What do you think of the idea that buckwheat groats could be used?


On Thu, Jan 24, 2013 at 6:39 PM, Terry Decker <t.d.decker at att.net> wrote:

> Rye was the common grain of northern Europe.  It was well suited for the
> climate and the short growing period.  Less common, but also grown in the
> Ukraine (remember the source is from Kiev) was winter wheat, which was
> brought to the US by Russian Mennonites in the 19th Century.  The potato is
> probably out of period.
> Bear
>  Yay Bear!!.  I have been looking into my archeological grain findings too.
>> Seems they refer to rye more times than not.  One of the more recent finds
>> says potato....
>> Aldyth
>> On Thu, Jan 24, 2013 at 12:48 PM, Terry Decker <t.d.decker at att.net>
>> wrote:
>>  Remnants of grain is very helpful.  The thickener is obviously starch
>>> from
>>> cereal.  The remnants are very likely the "middlings" from milling flour,
>>> most probably wheat or spelt.  You might also want to look for archaic
>>> definitions for the translation of "remnants."  It is possible that they
>>> are actually referring to flour or even wheat starch.
>>> The Primary Chronicle (or The Tale of Bygone Years) is actually early
>>> 12th
>>> Century (about 1113) and covers Kievan history from about 850 to 1110.

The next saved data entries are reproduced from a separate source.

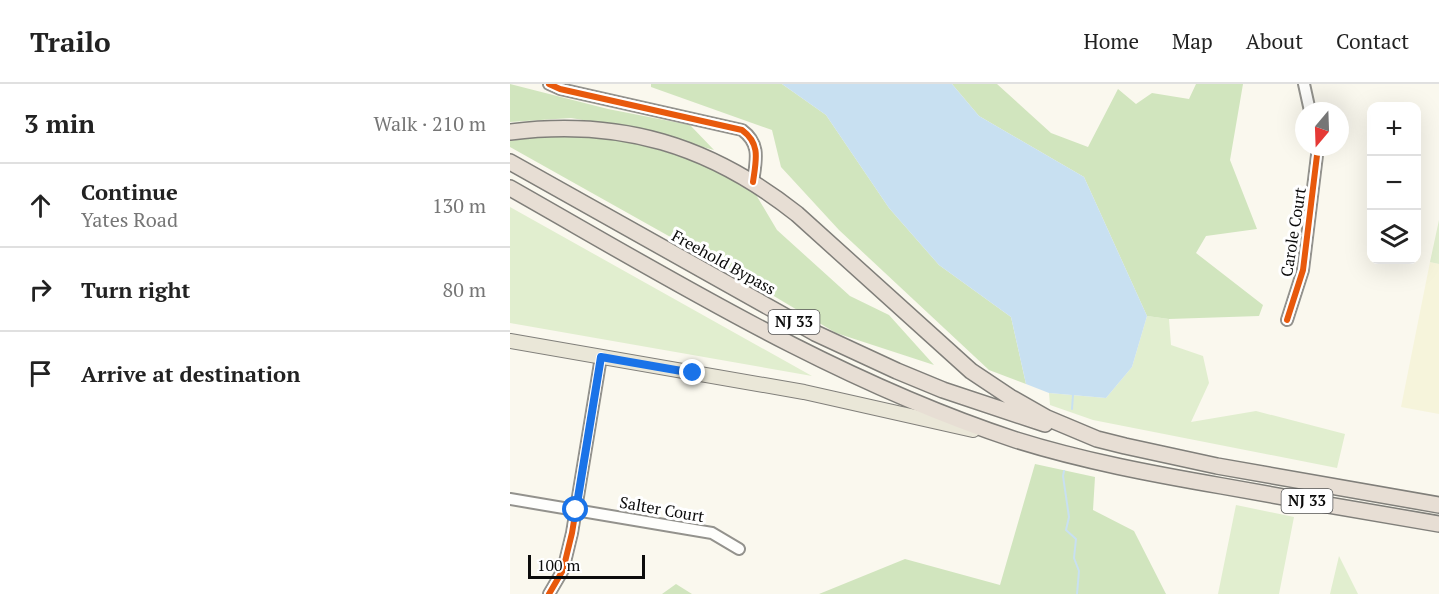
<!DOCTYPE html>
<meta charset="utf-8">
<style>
body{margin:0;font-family:"PT Serif",serif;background:#f6f6f6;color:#222}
.controls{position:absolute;right:18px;top:18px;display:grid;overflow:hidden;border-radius:12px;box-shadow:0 6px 24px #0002}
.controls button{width:54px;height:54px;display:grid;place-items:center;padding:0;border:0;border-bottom:2px solid #e0e0e0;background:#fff;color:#222;font:30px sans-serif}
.compass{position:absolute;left:785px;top:18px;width:54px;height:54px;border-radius:50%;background:#fff;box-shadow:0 6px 24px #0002;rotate:199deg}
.scale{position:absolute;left:18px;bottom:15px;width:117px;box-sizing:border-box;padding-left:6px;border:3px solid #0b0b0b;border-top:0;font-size:16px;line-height:21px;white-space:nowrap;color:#0b0b0b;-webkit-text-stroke:4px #fff;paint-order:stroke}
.stop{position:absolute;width:18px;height:18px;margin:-14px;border:4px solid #1a73e8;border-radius:50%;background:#fff}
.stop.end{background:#1a73e8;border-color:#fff;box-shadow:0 2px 6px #0008}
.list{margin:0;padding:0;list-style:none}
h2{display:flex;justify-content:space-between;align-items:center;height:78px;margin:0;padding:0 24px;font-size:26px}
h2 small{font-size:20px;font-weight:400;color:#767676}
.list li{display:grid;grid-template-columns:39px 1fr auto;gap:18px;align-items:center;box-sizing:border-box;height:84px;padding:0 24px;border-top:2px solid #e0e0e0}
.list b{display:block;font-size:22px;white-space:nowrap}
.list p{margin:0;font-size:20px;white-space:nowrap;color:#767676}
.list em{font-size:20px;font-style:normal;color:#767676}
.icon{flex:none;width:33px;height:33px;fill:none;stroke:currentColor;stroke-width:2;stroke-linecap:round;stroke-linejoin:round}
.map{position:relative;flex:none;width:929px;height:510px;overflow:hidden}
header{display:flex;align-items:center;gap:36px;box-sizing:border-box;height:84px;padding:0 30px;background:#fff;border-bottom:2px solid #e0e0e0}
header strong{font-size:28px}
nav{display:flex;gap:33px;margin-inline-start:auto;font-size:21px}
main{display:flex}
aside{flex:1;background:#fff}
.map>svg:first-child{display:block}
.farmland{fill:#f6f4db}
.green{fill:#e1eecf}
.forest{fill:#d1e5be}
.water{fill:#c8e0f1}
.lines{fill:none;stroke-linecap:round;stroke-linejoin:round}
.stream{stroke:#c8e0f1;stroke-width:2}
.minor-casing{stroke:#93928d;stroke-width:14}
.major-casing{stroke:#807f7a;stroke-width:16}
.highway-casing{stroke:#807f7a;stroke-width:18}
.minor{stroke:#fefefc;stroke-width:10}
.major{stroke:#eae7d8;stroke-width:14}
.highway{stroke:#e7ded4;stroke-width:15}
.cycleway-casing{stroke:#fff;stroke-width:10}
.cycleway{stroke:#e8590c;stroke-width:6}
.route{stroke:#1a73e8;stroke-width:8}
.labels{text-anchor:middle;stroke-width:6;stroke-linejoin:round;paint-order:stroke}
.shield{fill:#fff;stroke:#545454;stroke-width:1.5}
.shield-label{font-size:15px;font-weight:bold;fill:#0b0b0b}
.street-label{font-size:16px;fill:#0b0b0b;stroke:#fff}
</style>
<header>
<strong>Trailo</strong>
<nav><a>Home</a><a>Map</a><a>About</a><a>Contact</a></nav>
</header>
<main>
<aside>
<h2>3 min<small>Walk · 210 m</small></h2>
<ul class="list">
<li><svg class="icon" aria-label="ahead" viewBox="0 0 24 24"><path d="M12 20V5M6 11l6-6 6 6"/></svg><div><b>Continue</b><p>Yates Road</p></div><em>130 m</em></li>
<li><svg class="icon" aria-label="right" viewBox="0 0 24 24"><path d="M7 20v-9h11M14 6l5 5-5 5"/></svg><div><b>Turn right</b></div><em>80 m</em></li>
<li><svg class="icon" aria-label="arrive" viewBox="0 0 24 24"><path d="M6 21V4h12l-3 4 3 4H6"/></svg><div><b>Arrive at destination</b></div></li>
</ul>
</aside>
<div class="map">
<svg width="929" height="510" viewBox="0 0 929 510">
<rect width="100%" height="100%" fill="#faf8ee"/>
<path class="farmland" d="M920,178L929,180V330L891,323Z"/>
<path class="green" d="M0,123L302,292L0,239Z
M929,136V180L920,178Z
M637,232L659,235L661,261L693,272L699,299L681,338L746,327L835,350L827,384L583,336L540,321L539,309L596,314L622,283Z
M726,421L784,433L769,510H708Z
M829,472L848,510H820Z"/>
<path class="forest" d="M0,0L98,25L180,41L204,66L127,45L61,34L0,38Z
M141,0H272L316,31L379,124L429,181L501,233L516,300L479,286L329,146L271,83L262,46L141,3Z
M442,0H487L541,49L578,63L608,5L626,20L642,9L679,15L686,0H733L720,76L747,145L696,152L686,169L753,221L749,232L659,235L637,232L574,93L469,32Z
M24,53H105L186,77L242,104L267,146L340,212L379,231L424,281L326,249L230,192L0,63V57Z
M525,380L585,393L583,426L624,447L656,510H309L395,475L490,501Z
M166,500L182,510H152Z"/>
<path class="water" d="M272,0H442L469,32L574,93L637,232L622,283L596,314L539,309L516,300L501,233L429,181L379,124L316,31Z"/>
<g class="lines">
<path class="stream" d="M562,325L563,311
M554,387L553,392L559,433L556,446L566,455L564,474L569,487L567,510"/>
<defs>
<path id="minor" d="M39,0L50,5L232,46C251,60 246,76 243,98
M794,0L800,27
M777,236L793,186L808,63
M0,415L202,449L229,465
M39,510L53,486L62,449L91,273"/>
<path id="major" d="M0,257L294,308L463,346"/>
<path id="highway" d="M0,48C110,34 200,61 287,130L461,287L500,313L537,334L587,355L615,362L707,382L929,421
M0,78L305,249L387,287L433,306L535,340
M0,104C164,197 326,297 506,356C573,377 643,390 712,402C784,415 857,428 929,440"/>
</defs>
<use href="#minor" class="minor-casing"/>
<use href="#major" class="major-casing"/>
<use href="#highway" class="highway-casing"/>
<use href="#minor" class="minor"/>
<use href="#major" class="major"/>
<use href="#highway" class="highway"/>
<defs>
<path id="cycleway" d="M39,0L50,5L232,46C251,60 246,76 243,98
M777,236L793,186L808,63
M39,510L53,486L62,449L91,273"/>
</defs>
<use href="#cycleway" class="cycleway-casing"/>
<use href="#cycleway" class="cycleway"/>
</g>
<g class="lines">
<path class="route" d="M66,426L91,273L183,289"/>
</g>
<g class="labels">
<g class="shield">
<rect x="258.5" y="226" width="51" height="24" rx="4.5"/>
<rect x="771.5" y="405" width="51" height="24" rx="4.5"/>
</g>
<g class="shield-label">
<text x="284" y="243">NJ 33</text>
<text x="797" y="422">NJ 33</text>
</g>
<g class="street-label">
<text transform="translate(783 148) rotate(-81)" y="6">Carole Court</text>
<text transform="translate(214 178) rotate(29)" y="6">Freehold Bypass</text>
<text transform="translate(152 425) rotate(10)" y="6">Salter Court</text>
</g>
</g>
</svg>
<div class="controls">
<button>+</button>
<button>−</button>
<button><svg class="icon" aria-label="layers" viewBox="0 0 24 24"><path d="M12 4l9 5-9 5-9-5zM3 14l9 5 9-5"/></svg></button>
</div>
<svg class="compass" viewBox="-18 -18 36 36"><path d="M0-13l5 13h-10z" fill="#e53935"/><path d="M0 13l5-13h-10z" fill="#767676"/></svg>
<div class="scale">100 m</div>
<div class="stop" style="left:66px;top:426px"></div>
<div class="stop end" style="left:183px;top:289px"></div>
</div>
</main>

>>> Since there isn't (to my knowledge) an existing copy of the original you
>>> may be looking at a modification from the 14th or 15th Century.
>>> Bear
>>>  And, there are again those nebulous 10th century  references to the
>>>> Primary
>>>> Chronicle where this was made.  What kind of "thickener" would have been
>>>> in
>>>> use then?  "Remnants of grain"  isn't helpful.